Companies claim Sex.com owner in debt over $10 million.
Three creditors filed an involuntary bankruptcy petition against Sex.com owner Escom, LLC today in U.S. Bankruptcy Court, Central District of California.
The petition, obtained by Domain Name Wire (pdf), lists three creditors, all of which appear to have investor and BuyDomains founder Mike Mann as the chairman. All three entities have the same address in Potamac, Maryland:
Washington Technology Associates, claiming $6,607,803.66
iEntertainment, Inc. claiming $3,476,515.02
AccountingMatters.com, LLC $7,800.00
The total claims are $10,092,118.68
This should mean that Thursday’s planned auction of Sex.com will be postponed.
In earlier comments to Domain Name Wire, Mann said “I am merely an investor who got completely railroaded by other investors with big guns, bad practices, and bad attitudes.”
Mann had said he was going to take legal action to prevent the auction, but this was certainly last minute.
As the case moves forward, more details about what went wrong will likely become public.
FX says
I believe i’ve said in previous posts that this auction will never happen or if does the new owner will get stuck with shit tone of legal bills. I think i should write a new book about sex.com, cuz this saga is gonna get as interesting as the last one 🙂
Andrew Allemann says
I’m surprised to see $10 million in secured debt to two of these companies. Secured by what, the domain name? I would imagine DOM Partners has the secured rights.
Steve M says
I like FX’s general idea; though I think it’d best be accomplished with a new edition of the original book.
I do hope Mike and the other creditors get their money back.
Ramiro Canales says
$10 million is a lot of debt.

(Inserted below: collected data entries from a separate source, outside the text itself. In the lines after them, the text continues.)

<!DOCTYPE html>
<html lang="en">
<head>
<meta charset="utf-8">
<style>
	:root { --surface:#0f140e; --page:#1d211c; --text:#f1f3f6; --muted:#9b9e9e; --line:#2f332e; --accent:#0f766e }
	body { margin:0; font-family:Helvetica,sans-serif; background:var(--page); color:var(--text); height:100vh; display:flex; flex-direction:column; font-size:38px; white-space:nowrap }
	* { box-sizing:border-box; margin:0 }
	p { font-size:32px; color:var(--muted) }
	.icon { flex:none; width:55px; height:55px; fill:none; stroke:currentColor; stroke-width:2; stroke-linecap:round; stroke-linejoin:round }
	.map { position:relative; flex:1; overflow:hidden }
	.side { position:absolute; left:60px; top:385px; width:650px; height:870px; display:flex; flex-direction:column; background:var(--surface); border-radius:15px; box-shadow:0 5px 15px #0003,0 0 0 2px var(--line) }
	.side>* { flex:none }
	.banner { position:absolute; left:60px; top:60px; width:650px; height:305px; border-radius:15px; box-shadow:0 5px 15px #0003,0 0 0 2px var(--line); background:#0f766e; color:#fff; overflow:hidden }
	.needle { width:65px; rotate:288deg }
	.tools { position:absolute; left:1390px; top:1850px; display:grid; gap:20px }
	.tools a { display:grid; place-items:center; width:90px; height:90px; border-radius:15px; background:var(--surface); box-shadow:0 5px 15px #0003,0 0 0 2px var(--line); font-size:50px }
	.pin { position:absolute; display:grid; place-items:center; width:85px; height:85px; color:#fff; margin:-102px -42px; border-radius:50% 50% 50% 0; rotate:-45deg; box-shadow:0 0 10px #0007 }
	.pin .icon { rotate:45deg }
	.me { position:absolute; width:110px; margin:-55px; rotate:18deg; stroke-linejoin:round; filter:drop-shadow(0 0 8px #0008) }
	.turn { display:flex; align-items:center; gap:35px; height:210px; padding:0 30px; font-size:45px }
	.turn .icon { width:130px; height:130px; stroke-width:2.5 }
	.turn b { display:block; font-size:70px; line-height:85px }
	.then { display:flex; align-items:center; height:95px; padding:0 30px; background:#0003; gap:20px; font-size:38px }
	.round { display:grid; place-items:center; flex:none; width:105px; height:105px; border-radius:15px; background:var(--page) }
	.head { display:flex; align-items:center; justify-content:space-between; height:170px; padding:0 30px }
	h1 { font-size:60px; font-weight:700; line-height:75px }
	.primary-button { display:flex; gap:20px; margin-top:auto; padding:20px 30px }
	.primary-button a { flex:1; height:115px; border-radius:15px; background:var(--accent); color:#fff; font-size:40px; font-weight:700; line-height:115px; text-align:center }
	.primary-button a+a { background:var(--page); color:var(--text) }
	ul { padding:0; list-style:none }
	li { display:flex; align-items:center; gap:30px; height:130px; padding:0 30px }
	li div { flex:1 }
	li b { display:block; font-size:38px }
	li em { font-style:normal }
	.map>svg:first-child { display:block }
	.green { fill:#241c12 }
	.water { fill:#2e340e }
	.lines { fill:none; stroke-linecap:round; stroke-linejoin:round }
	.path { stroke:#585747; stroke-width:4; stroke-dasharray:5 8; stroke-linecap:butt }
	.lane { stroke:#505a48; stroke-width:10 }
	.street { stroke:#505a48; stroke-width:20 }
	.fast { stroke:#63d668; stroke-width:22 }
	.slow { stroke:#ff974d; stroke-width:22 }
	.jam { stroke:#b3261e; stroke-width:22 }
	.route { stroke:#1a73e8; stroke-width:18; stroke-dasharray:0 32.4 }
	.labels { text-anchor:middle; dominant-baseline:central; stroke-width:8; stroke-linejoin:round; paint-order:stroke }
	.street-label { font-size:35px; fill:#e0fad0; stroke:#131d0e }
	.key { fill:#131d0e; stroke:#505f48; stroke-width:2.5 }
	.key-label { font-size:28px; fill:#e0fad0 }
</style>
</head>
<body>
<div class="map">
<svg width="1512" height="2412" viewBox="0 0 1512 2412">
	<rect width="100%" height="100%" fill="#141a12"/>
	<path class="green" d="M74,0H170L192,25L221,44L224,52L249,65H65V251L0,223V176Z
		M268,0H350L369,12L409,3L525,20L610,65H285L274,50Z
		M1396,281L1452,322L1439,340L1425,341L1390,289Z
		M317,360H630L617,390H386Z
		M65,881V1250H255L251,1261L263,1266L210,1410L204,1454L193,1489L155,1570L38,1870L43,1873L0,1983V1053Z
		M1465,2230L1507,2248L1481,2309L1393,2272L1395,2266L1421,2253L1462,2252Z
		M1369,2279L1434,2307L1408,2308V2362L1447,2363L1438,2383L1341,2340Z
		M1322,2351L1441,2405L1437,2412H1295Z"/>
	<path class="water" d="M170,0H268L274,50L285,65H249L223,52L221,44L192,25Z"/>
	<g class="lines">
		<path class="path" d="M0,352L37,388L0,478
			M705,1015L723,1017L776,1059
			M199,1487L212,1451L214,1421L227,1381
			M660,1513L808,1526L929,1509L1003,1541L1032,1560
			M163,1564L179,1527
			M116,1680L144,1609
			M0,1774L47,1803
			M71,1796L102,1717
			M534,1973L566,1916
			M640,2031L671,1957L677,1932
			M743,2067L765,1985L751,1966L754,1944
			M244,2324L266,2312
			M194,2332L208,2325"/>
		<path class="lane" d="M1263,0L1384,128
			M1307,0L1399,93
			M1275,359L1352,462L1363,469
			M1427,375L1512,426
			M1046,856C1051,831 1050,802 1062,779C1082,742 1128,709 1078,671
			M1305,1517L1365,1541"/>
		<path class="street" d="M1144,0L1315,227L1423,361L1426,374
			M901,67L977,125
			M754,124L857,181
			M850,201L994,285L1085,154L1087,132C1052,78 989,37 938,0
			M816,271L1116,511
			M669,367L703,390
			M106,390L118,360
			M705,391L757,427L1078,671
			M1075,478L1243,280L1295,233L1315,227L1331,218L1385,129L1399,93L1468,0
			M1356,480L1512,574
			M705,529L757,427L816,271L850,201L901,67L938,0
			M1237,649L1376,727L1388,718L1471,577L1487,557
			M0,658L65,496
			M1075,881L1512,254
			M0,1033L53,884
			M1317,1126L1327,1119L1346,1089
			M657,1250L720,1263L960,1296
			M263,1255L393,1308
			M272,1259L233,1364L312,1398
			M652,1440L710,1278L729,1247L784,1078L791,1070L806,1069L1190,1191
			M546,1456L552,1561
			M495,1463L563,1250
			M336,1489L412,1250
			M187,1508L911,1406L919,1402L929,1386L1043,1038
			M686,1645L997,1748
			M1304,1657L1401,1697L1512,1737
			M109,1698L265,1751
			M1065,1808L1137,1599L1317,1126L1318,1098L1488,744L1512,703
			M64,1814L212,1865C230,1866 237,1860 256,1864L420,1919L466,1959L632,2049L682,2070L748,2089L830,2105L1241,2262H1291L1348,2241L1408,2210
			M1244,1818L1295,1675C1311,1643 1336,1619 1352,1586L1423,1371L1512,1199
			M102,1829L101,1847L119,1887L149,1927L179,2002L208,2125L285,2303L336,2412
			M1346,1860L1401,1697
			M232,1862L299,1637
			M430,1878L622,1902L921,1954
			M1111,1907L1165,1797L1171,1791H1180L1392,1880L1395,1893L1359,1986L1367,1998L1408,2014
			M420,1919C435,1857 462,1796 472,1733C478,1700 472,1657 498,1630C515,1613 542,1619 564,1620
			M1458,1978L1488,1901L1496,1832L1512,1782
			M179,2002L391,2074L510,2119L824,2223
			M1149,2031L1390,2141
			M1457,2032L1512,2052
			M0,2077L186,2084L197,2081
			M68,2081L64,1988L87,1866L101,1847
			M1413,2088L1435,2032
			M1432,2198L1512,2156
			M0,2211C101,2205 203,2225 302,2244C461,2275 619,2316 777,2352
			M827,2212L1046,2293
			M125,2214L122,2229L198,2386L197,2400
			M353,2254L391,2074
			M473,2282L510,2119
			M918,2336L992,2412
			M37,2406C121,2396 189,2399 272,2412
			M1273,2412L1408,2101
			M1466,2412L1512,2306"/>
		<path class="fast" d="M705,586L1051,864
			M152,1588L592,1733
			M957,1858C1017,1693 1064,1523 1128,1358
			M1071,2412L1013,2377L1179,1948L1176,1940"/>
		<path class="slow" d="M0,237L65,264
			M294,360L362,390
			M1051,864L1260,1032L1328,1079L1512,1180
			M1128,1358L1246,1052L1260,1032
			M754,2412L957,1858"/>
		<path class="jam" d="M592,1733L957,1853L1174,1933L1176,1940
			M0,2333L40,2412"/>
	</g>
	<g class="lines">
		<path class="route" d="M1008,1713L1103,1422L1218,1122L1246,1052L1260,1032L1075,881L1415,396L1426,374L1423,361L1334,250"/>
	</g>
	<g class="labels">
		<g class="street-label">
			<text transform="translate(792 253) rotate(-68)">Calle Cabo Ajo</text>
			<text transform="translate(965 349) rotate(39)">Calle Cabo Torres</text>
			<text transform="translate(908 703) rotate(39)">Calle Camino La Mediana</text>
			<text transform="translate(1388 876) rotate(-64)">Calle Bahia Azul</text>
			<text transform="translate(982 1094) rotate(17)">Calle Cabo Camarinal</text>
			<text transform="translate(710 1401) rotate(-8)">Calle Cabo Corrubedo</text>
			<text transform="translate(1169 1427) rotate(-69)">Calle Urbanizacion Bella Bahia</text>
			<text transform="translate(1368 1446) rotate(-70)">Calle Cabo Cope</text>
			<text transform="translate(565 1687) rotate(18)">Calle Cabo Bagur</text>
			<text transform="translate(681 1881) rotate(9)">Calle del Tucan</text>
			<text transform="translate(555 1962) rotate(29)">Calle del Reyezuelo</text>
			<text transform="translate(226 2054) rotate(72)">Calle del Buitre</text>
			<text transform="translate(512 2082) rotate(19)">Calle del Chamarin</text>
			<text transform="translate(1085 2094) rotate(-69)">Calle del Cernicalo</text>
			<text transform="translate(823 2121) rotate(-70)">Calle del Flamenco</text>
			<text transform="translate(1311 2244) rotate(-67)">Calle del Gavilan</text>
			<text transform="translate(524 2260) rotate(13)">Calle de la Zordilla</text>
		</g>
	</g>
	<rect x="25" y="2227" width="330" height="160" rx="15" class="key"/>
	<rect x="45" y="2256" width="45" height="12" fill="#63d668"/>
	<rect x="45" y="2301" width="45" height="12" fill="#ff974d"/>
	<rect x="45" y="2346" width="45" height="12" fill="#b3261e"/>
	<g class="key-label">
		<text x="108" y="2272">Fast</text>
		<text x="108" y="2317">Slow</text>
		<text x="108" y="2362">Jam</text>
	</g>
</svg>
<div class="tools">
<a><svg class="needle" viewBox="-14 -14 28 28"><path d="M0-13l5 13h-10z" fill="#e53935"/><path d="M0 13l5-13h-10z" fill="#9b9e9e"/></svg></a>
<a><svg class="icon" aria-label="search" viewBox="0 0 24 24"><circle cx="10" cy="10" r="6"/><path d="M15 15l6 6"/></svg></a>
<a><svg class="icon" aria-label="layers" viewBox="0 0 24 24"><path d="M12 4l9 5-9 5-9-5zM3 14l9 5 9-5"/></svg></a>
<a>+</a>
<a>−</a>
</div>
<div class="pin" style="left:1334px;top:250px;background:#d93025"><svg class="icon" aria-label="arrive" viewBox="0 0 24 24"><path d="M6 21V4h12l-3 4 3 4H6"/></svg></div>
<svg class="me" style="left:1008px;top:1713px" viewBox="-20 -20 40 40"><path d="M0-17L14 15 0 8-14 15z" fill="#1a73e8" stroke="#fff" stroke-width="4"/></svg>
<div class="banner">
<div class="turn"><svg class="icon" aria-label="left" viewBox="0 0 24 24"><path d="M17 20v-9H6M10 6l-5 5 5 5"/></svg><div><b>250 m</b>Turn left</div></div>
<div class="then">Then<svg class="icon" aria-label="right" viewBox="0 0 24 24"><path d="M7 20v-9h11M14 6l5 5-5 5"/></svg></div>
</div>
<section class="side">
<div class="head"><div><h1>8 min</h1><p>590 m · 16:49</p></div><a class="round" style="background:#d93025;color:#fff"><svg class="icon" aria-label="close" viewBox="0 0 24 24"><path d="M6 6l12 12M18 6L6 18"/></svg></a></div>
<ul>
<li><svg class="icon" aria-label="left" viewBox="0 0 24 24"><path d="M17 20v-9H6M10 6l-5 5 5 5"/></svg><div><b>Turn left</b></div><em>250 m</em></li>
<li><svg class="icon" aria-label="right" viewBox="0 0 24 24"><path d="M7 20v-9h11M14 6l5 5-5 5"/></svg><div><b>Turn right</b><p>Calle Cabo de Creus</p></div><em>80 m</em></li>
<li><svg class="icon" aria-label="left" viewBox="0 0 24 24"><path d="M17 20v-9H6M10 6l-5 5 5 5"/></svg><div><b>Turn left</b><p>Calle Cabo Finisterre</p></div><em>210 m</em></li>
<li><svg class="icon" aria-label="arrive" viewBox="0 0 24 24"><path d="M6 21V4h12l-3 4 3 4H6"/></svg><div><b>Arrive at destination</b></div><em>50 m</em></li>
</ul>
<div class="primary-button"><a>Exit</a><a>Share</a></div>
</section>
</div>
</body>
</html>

Interestingly, accountingmatters.com is for sale for $110,000 at Domain Market.
domainster says
What went wrong is the owners had no idea how to make money in the adult space. I bet you A-1 could make sex.com a $10 a year grossing business within 1.5 years time. Just takes the proper management team.
Josh says
From creation dates of those corps someone wanted a degree of seperation, thats certainly blown now. Id be interested in knowing who these other investors are though because so far it looks like all three above are one guy.
JS says
.. and that one guy says he’s been pushed around by other investors (?)
I don’t get it.
Jim Davies says
There seems to be some sort of curse or something on this domain – a bit like certain diamonds and stolen artifacts are said to bring bad luck. 🙁
pitiful says
When things were going good for Mike, he let everyone know what a great domainer he was. But when things went bad, he blames everyone else for the failed website except himself. He claims to be a mere investor and was railroaded by other people. When you plunk down that kind of money for a domain, wouldn’t you think you had some sort of control over its content and how to make it profitable? Don’t blame others for your own failings. You take the good with the bad and when things go bad, man up!
Mike Mann says
One would think they should have control when they pay that sort of money and have a contract ensuring it, unless they get railroaded of course.
Josh says
@Mike Mann, curious, are all 3 of those lenders listed in fact you? If not are you saying each has multiple individuals involved?